Buku karya jurnalis Inggris Robert Hardman berjudul Elizabeth II: In Private. In Public. The Inside Story, membongkar keinginan Trump untuk menjadikan Kanada sebagai bagian dari negara Amerika Serikat.
“Trump ingin wilayah yang dekat dengan perbatasan menjadi bagian dari AS,” tulis Hardman berdasarkan percakapannya dengan Trump seperti dikutip dari NY Post.
![Dokumen Ini Bongkar Nafsu Donald Trump Caplok Kanada hingga Sindir Raja Charles III [Tangkap layar X]](https://media.suara.com/pictures/653x366/2026/04/07/13189-donald-trump.jpg)
Hardman mengaku sempat memperingatkan bahwa langkah tersebut bisa merusak hubungan internasional.
“Saya bilang itu bisa menghancurkan NATO dan membuat Raja Kanada tidak senang,” ujarnya.

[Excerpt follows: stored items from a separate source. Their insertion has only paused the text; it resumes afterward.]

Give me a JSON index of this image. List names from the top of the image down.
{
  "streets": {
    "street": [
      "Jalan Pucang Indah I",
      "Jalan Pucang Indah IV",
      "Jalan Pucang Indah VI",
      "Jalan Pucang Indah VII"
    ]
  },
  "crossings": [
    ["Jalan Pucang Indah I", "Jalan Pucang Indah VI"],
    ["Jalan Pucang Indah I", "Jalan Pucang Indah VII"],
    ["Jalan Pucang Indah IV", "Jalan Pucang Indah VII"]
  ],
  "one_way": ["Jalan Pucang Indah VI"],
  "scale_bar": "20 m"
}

Respons Trump disebut mengejutkan. Ia bertanya apakah Kanada masih mengakui Raja Charles sebagai kepala negara.
“Apakah mereka masih mengakui Raja? Atau sudah berhenti?” kata Trump seperti dikutip dalam buku tersebut.
Setelah mendapat penjelasan bahwa Raja Charles tetap menjadi kepala negara Kanada, Trump melontarkan kritik tajam.
“Kanada punya politisi yang buruk,” katanya.
Trump bahkan menyindir soal batas negara AS dengan Kanada yang menurutnya harus lebih luas.
“Seseorang menggambar garis lurus itu. Seharusnya ditarik 50 mil lebih ke utara,” ujarnya.
Meski begitu, Trump akhirnya mengakui rencana unutk mencaplok Kanada sulit diwujudkan karena pengaruh kerajaan Inggris.
Hardman menilai pengakuan itu sebagai tanda bahwa selama Kanada masih berada di bawah monarki, Trump tidak akan mengambil langkah agresif.